Using it in practice: working with XML in Yahoo! Pipes
Yahoo! Pipes provides a good introduction in working with data in XML or RSS. You’ll need to sign up at Pipes.Yahoo.com and click on ‘Create a Pipe‘.
You’ll now be editing a new project. On the left hand column are various ‘modules’ you can use. Click on ‘Sources‘ to expand it, and click and drag ‘Fetch Feed’ onto the graph paper-style canvas.
If you now click on the module so that it turns orange, you should be able (after a few moments) see that feed in the Debugger window at the bottom of the screen.
Click on the handle in the middle to pull it up and see more, and click on the arrows on the left to drill down to the ‘nested’ data within each item.
As you drill down you can see elements of data you can filter. In this case, we’ll use ‘region‘.
To filter the feed based on this we need the Filter module. On the left hand side click on ‘Operators‘ to expand that, and then drag the ‘Filter‘ module into the canvas.
Now drag a pipe from the circle at the bottom of the ‘Fetch Feed’ module to the top of the ‘Filter’ module.
Wait a moment for the ‘Filter’ module to work out what data the RSS feed contains. Then use the drop down menus so that it reads “Permit items that match all of the following”.
The next box determines which piece of data you will filter on. If you click on the drop-down here you should see all the pieces of data that are associated with each item.
We’re going to select ‘region’, and say that we only want to permit items where ‘region’ contains ‘North West’. If any of these don’t make any sense, look at the original RSS feed again to see what they contain.
Now drag a final pipe from the bottom of the ‘Filter’ module to the top of ‘Pipe output‘ at the bottom of the canvas. If you click on either you should be able to see in the Debugger that now only those items relating specifically to the North West are displayed.

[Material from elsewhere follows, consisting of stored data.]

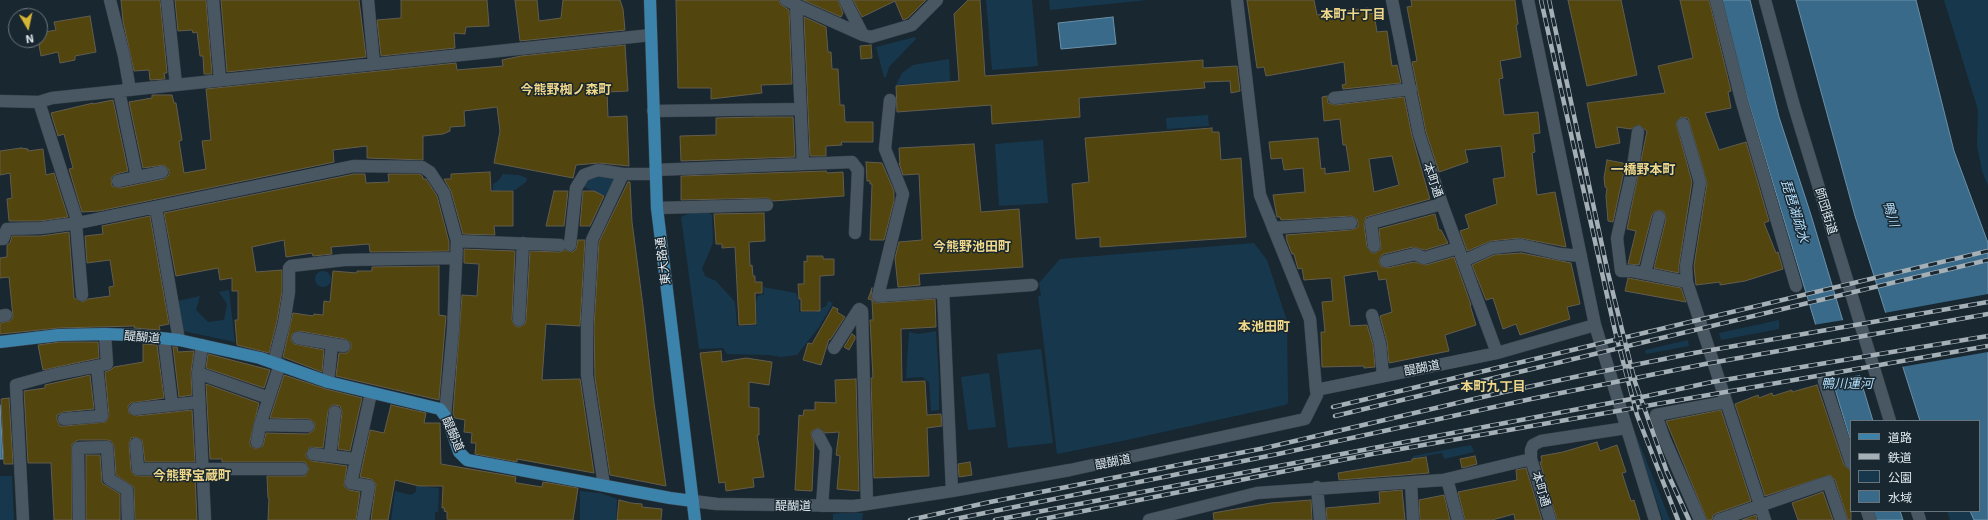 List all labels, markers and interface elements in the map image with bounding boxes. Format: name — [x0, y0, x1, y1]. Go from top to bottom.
district label: 本町十丁目 — [1321, 7, 1385, 23]
north arrow — [8, 8, 48, 48]
text: N — [25, 32, 35, 46]
district label: 今熊野椥ノ森町 — [521, 82, 611, 98]
street label: 本町通 — [1420, 161, 1446, 199]
district label: 一橋野本町 — [1611, 162, 1675, 178]
water label: 琵琶湖疏水 — [1778, 178, 1812, 244]
street label: 師団街道 — [1812, 186, 1840, 236]
water label: 鴨川 — [1880, 199, 1902, 229]
street label: 東大路通 — [653, 236, 673, 286]
district label: 今熊野池田町 — [933, 239, 1011, 255]
district label: 本池田町 — [1238, 319, 1290, 335]
street label: 醍醐道 — [123, 328, 161, 346]
street label: 醍醐道 — [1403, 357, 1441, 379]
water label: 鴨川運河 — [1821, 376, 1873, 392]
district label: 本町九丁目 — [1461, 379, 1525, 395]
street label: 醍醐道 — [439, 415, 467, 453]
legend — [1850, 420, 1980, 512]
text: 道路 — [1888, 430, 1912, 444]
text: 鉄道 — [1888, 450, 1912, 464]
street label: 醍醐道 — [1094, 451, 1132, 473]
district label: 今熊野宝蔵町 — [153, 468, 231, 484]
street label: 本町通 — [1529, 470, 1553, 508]
text: 公園 — [1888, 470, 1912, 484]
text: 水域 — [1888, 490, 1912, 504]
street label: 醍醐道 — [775, 498, 811, 514]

If you wanted to you could now save this and click ‘Run Pipe‘ to see the results. Once you do you should notice options to ‘Get as RSS‘ – this would allow you to subscribe to this feed yourself or publish it on a website or Twitter account. There’s also ‘Get as JSON’ which is a whole other story – I’ll cover JSON in a future post.

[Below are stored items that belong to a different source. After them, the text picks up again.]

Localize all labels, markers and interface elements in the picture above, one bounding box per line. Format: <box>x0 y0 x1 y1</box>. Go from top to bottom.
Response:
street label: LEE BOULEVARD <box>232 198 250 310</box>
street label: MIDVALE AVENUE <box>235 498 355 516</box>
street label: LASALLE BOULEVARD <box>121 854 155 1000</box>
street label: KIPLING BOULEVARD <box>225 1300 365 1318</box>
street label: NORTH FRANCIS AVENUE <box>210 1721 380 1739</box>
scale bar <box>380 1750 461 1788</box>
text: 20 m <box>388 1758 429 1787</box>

Oh, and a sidenote: if you wanted to grab an XML file in Yahoo! Pipes rather than an RSS feed, you would use ‘Fetch Data’ instead of ‘Fetch Feed’.
Just the start
There’s much more you can do here. Some suggestions for next steps:
- Try using the Text Input module in Yahoo! Pipes, dragging a line from that to where you typed ‘North West’, for example
- Try playing with the importXML formula in Google Spreadsheets
- Try using matching data in a spreadsheet with data from an XML file using Google Refine.
Those are for future posts. For now I just want to demonstrate how XML works to add information-about-information which you can then use to search, filter, and combine data.
And it’s not just an esoteric language that is used by a geeky few as part of their newsgathering: journalists at Sky News, The Guardian and The Financial Times – to name just a few – all use this as a routine part of publishing, because it provides a way to dynamically update elements within a larger story without having to update the whole thing from scratch – for example by updating casualty numbers or new dates on a timeline.
And while I’m at it, if you have any examples of XML being used in journalism for either newsgathering or publishing, let me know.